[Extracted records]
○ ○ ○ ○

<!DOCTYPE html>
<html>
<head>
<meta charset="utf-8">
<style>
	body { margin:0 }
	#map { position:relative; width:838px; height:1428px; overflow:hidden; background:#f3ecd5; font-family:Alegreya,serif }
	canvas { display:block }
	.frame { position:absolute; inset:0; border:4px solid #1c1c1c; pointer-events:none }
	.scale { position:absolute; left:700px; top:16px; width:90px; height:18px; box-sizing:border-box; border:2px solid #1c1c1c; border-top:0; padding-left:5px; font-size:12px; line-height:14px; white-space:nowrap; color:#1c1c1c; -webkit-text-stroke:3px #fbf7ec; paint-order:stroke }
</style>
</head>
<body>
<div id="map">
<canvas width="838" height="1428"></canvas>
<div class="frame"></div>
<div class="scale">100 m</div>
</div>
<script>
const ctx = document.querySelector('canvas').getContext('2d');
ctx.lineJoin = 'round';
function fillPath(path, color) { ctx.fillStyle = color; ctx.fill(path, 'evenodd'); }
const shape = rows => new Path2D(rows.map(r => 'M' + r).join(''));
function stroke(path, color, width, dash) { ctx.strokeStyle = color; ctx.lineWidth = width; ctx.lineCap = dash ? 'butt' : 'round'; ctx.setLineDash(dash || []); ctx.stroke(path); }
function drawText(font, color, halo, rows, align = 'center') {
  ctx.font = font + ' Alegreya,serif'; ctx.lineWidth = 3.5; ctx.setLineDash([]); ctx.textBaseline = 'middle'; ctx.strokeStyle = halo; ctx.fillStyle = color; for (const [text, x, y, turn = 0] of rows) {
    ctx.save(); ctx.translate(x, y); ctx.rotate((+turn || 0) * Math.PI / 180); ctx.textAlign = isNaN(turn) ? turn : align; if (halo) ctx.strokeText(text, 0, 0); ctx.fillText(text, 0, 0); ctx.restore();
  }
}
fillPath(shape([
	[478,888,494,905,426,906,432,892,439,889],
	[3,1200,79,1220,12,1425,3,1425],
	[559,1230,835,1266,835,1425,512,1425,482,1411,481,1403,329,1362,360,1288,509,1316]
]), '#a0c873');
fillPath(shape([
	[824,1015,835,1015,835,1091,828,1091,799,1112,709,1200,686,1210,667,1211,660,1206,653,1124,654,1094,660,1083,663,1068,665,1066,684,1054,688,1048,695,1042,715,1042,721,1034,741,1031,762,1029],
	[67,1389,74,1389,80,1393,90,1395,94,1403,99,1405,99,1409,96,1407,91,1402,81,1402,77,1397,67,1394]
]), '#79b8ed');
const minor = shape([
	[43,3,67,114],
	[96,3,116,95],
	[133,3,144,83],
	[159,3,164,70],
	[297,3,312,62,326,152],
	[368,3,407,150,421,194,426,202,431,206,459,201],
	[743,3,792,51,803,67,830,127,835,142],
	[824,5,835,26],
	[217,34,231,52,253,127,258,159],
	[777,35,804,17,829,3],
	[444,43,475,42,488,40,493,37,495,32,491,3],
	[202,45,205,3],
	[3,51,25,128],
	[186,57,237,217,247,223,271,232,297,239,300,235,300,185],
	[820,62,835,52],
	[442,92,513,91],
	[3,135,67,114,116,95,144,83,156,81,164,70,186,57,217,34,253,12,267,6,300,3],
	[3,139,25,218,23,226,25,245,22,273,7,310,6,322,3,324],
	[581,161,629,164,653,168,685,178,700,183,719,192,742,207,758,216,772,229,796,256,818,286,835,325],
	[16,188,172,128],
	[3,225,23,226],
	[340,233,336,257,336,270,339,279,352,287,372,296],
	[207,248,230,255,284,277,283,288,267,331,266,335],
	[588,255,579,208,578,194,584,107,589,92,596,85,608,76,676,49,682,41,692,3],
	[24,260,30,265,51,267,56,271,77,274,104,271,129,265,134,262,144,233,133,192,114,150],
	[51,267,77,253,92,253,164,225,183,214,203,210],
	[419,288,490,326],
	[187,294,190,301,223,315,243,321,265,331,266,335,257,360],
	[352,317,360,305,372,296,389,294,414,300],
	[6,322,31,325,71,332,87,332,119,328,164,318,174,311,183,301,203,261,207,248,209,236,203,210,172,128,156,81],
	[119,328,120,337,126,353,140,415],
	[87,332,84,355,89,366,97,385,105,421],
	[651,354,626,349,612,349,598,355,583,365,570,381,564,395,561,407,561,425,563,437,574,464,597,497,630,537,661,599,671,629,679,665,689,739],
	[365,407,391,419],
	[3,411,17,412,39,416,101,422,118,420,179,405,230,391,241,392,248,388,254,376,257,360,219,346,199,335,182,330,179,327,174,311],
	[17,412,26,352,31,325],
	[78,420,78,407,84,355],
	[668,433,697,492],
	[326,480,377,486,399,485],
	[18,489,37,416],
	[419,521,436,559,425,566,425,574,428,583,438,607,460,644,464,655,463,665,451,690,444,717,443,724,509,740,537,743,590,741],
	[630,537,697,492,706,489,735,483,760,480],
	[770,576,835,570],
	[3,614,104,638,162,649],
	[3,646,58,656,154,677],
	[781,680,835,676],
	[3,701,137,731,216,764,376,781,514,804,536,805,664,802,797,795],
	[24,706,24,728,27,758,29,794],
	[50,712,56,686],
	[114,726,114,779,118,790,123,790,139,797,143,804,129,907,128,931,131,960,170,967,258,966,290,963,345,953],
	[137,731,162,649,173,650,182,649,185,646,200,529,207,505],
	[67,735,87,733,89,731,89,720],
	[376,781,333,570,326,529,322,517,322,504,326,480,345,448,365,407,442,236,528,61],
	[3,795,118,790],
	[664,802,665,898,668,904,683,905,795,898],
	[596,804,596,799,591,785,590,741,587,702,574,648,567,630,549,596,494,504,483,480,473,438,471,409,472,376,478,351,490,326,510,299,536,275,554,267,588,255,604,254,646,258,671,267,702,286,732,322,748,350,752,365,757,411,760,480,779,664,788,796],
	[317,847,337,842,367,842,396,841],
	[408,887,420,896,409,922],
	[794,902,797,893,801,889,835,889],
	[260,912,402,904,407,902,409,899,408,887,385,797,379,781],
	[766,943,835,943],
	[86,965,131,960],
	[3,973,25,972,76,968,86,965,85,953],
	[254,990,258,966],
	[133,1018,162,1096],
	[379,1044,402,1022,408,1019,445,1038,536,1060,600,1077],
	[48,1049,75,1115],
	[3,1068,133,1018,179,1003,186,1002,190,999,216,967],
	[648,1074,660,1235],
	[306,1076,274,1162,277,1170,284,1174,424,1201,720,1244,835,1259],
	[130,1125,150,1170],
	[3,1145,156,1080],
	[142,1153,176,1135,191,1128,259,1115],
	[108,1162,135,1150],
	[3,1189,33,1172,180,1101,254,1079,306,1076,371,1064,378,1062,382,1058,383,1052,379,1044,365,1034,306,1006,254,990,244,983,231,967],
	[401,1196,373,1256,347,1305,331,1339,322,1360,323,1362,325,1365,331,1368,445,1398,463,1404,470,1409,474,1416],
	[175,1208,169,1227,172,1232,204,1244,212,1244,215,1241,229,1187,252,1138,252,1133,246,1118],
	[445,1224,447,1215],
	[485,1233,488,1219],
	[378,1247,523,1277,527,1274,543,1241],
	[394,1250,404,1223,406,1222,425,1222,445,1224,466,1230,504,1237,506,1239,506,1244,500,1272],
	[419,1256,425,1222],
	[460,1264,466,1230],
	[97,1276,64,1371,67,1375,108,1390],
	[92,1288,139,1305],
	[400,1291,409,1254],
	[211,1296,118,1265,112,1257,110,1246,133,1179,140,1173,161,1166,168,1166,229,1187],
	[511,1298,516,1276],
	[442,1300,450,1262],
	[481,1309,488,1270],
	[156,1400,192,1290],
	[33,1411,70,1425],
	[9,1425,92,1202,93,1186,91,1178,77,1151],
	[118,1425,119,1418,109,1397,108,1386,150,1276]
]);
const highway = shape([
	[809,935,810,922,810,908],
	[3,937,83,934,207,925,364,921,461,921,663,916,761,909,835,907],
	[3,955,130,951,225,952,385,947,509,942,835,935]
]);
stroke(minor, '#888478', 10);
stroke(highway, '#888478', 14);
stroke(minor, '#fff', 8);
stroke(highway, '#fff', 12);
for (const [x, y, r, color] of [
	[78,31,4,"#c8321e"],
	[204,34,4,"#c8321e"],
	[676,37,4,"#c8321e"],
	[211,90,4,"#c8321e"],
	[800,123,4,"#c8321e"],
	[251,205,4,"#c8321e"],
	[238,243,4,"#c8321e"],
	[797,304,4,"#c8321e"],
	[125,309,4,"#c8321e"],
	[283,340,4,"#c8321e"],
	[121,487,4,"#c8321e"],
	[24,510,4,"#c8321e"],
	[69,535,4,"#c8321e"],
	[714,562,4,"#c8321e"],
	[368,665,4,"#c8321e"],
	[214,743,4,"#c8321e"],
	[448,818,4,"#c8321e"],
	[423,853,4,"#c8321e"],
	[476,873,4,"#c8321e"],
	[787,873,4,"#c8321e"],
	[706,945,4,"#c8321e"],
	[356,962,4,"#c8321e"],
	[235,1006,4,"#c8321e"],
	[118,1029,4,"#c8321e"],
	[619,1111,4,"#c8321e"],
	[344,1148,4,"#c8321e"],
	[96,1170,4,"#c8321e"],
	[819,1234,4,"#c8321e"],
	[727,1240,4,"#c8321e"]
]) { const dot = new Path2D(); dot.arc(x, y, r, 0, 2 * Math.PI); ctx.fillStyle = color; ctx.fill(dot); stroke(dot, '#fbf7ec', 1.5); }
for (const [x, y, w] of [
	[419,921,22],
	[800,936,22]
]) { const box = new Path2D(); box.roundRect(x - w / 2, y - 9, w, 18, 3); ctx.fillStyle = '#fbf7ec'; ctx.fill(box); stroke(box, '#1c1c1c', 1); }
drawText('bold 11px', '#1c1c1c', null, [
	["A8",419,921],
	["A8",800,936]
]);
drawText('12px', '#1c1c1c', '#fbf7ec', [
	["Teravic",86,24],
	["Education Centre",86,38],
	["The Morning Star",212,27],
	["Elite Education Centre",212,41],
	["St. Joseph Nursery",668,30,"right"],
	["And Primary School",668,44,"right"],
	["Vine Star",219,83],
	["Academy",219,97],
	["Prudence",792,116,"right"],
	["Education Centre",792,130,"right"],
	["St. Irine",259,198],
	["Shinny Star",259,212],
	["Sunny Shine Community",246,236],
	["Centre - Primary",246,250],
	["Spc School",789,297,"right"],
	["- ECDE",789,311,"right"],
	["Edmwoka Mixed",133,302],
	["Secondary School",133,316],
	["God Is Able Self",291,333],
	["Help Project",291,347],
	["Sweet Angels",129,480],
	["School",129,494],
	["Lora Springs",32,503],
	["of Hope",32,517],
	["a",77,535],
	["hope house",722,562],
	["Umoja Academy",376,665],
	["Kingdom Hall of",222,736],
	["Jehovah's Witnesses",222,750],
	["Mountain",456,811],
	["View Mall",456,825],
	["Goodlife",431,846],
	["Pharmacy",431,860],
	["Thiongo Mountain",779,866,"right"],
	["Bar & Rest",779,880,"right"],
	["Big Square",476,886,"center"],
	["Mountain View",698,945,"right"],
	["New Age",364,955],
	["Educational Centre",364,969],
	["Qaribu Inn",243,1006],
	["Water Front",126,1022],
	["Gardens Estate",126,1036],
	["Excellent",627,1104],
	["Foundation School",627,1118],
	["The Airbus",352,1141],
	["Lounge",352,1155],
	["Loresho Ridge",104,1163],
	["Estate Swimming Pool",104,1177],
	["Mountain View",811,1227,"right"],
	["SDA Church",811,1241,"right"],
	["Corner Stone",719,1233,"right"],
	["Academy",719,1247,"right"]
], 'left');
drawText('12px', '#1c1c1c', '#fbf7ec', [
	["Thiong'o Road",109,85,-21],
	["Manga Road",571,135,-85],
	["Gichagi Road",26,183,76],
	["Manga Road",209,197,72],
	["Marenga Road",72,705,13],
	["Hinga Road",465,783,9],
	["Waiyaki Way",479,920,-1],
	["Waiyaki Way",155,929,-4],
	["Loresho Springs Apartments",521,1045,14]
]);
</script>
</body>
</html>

○ ○ ○ ○

◆ WHAT THE EXERCISE ASKS
An exact copy of the data is needed, running from its first line through the line that holds "const ctx = document.querySelector('canvas').getContext('2d');", and nothing beyond that.

◆ EXERCISE ANSWER
<!DOCTYPE html>
<html>
<head>
<meta charset="utf-8">
<style>
	body { margin:0 }
	#map { position:relative; width:838px; height:1428px; overflow:hidden; background:#f3ecd5; font-family:Alegreya,serif }
	canvas { display:block }
	.frame { position:absolute; inset:0; border:4px solid #1c1c1c; pointer-events:none }
	.scale { position:absolute; left:700px; top:16px; width:90px; height:18px; box-sizing:border-box; border:2px solid #1c1c1c; border-top:0; padding-left:5px; font-size:12px; line-height:14px; white-space:nowrap; color:#1c1c1c; -webkit-text-stroke:3px #fbf7ec; paint-order:stroke }
</style>
</head>
<body>
<div id="map">
<canvas width="838" height="1428"></canvas>
<div class="frame"></div>
<div class="scale">100 m</div>
</div>
<script>
const ctx = document.querySelector('canvas').getContext('2d');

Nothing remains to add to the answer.